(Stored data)
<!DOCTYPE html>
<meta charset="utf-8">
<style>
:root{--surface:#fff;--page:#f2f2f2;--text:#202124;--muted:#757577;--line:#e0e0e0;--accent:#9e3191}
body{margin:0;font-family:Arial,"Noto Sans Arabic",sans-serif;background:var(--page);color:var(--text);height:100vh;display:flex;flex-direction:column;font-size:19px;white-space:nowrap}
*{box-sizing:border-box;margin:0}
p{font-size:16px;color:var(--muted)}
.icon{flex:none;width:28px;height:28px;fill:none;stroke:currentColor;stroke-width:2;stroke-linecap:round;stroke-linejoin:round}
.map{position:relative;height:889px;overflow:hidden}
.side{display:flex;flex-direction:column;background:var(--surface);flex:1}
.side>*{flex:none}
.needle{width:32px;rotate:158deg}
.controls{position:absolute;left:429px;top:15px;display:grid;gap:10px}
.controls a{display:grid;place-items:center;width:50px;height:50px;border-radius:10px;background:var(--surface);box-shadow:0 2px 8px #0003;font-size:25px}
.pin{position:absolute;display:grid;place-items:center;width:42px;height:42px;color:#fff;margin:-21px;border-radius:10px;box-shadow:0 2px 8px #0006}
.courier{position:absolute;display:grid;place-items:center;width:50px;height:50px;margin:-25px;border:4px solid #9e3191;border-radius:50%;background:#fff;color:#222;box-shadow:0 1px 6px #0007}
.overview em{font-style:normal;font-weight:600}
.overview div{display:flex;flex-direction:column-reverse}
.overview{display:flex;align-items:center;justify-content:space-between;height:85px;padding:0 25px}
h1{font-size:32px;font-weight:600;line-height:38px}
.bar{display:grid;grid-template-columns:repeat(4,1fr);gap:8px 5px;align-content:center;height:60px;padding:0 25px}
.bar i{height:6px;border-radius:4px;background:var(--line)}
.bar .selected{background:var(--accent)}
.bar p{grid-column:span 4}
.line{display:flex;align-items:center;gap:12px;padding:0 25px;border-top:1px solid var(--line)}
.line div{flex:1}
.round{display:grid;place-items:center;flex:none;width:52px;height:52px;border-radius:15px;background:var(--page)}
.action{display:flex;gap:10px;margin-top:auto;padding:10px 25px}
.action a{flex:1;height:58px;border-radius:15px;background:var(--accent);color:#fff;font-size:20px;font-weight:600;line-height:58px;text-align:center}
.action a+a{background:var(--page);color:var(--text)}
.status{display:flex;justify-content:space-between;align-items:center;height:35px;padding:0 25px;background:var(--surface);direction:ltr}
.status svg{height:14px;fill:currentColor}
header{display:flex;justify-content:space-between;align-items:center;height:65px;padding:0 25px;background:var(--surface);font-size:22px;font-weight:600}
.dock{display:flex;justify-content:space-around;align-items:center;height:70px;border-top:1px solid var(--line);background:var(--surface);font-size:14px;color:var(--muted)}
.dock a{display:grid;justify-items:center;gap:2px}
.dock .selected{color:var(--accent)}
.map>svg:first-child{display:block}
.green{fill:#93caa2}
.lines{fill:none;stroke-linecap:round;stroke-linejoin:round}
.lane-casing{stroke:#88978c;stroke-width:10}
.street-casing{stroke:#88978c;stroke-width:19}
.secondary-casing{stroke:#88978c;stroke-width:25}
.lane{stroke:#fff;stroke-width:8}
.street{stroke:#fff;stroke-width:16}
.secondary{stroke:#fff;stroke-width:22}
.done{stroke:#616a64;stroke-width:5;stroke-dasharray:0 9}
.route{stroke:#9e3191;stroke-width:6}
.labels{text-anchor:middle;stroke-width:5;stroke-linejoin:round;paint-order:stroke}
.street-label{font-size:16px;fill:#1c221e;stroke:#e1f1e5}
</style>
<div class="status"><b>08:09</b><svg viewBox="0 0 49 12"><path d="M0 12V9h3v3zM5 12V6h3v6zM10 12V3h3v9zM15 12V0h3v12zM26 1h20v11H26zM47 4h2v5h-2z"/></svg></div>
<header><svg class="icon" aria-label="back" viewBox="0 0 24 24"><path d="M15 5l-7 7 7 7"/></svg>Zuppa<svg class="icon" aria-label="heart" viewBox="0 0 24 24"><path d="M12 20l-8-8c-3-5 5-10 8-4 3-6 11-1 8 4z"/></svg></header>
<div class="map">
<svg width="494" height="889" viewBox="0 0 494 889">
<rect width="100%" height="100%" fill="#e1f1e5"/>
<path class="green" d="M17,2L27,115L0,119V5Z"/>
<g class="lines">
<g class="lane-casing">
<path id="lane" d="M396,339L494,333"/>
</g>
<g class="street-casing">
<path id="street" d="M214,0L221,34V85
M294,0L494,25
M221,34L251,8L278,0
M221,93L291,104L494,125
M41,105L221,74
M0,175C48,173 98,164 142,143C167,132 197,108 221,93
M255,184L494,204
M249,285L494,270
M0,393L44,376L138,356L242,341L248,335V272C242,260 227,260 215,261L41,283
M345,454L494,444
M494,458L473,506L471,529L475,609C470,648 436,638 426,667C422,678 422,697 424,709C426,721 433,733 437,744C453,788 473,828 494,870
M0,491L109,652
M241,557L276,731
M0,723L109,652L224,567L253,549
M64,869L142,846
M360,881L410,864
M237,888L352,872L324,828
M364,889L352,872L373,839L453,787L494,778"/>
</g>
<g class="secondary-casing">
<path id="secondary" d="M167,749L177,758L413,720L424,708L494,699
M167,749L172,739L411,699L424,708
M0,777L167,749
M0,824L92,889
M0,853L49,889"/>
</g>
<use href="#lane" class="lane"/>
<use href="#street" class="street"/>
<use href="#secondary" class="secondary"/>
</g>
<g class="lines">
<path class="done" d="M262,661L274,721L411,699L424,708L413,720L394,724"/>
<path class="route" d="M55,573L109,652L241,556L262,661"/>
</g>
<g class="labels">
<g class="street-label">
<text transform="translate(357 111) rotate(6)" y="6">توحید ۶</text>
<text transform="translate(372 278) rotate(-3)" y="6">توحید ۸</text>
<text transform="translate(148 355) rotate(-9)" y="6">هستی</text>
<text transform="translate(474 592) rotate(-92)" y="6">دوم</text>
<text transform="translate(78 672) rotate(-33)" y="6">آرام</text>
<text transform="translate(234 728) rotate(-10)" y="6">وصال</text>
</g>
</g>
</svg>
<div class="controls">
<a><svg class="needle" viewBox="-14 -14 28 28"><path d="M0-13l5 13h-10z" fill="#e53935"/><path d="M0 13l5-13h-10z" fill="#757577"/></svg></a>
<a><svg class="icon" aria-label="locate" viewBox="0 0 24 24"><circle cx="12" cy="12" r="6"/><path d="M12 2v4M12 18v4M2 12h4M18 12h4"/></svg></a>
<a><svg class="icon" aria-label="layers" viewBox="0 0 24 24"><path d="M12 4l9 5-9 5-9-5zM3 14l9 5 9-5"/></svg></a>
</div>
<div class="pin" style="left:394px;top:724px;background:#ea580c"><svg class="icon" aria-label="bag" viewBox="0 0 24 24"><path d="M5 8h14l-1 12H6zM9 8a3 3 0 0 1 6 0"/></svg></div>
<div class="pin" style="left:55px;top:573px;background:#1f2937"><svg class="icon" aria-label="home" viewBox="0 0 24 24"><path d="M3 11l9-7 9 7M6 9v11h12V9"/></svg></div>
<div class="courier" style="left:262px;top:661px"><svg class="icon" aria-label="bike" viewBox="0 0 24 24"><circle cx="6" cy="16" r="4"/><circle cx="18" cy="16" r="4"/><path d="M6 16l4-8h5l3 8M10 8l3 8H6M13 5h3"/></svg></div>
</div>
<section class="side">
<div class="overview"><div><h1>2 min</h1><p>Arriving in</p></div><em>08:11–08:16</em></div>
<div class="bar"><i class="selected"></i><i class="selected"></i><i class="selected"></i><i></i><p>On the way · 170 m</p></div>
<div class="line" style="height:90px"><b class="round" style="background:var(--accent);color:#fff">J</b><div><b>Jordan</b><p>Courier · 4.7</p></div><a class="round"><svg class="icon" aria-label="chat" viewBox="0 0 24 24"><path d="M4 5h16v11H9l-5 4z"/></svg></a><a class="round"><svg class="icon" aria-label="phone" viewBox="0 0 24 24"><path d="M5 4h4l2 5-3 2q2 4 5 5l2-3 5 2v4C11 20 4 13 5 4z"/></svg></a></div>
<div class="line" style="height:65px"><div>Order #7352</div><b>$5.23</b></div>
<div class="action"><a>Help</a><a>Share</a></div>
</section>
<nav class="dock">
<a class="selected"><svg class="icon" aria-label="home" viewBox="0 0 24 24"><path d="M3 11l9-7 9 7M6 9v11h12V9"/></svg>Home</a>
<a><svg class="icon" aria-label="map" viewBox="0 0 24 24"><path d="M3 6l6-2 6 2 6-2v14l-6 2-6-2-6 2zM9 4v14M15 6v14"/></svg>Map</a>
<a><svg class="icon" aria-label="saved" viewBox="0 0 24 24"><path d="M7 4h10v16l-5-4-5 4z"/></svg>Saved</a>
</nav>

_DESCRIPTION OF THE TASK_: Among the lines above, find those that contain the word "controls" and copy them.

_COMPLETED TASK_:
.controls{position:absolute;left:429px;top:15px;display:grid;gap:10px}
.controls a{display:grid;place-items:center;width:50px;height:50px;border-radius:10px;background:var(--surface);box-shadow:0 2px 8px #0003;font-size:25px}
<div class="controls">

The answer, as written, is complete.